Você já ouviu alguém dizer que fazer trilha é só caminhar na natureza?
À distância, tudo parece simples. Uma trilha de algumas horas, o céu bonito, o verde por todos os lados. Mas o que os olhos não veem logo de cara, o corpo sente passo a passo. Não é só caminhar. É carregar o próprio peso, às vezes com o cansaço acumulado de muito antes do percurso. É manter o ritmo mesmo quando o terreno muda, quando o chão some embaixo do barro ou sobe em degraus esculpidos em pedra. Cada irregularidade exige do corpo um ajuste, da mente uma decisão, e do coração uma escolha: continuar.
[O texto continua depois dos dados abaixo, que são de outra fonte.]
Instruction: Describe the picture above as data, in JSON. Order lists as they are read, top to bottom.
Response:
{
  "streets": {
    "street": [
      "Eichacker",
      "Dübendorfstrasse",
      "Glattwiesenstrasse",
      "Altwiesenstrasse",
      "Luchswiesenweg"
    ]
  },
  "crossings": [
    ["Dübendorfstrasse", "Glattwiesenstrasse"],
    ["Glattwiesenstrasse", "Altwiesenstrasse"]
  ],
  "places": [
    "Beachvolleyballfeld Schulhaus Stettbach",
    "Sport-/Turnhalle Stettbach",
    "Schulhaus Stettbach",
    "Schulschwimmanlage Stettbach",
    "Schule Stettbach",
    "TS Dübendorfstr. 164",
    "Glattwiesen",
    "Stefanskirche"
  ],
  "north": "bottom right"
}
Preparar o corpo é cuidar da alma
Na prática, uma trilha exige preparo. Não só físico, mas emocional. Elogiam quem completa o trajeto, mas quase ninguém fala do quanto é preciso se preparar antes mesmo de dar o primeiro passo. Calçado errado vira ferida. Falta de água vira dor de cabeça. Uma mochila pesada demais cobra caro depois de uma hora. E não saber para onde vai, ou quanto ainda falta, pode transformar a experiência em angústia. É preciso estudar o caminho, entender o clima, respeitar os limites do corpo. Assim como na vida, não se trata de enfrentar tudo na raça, mas de ir com consciência, com respeito por si e pelo trajeto.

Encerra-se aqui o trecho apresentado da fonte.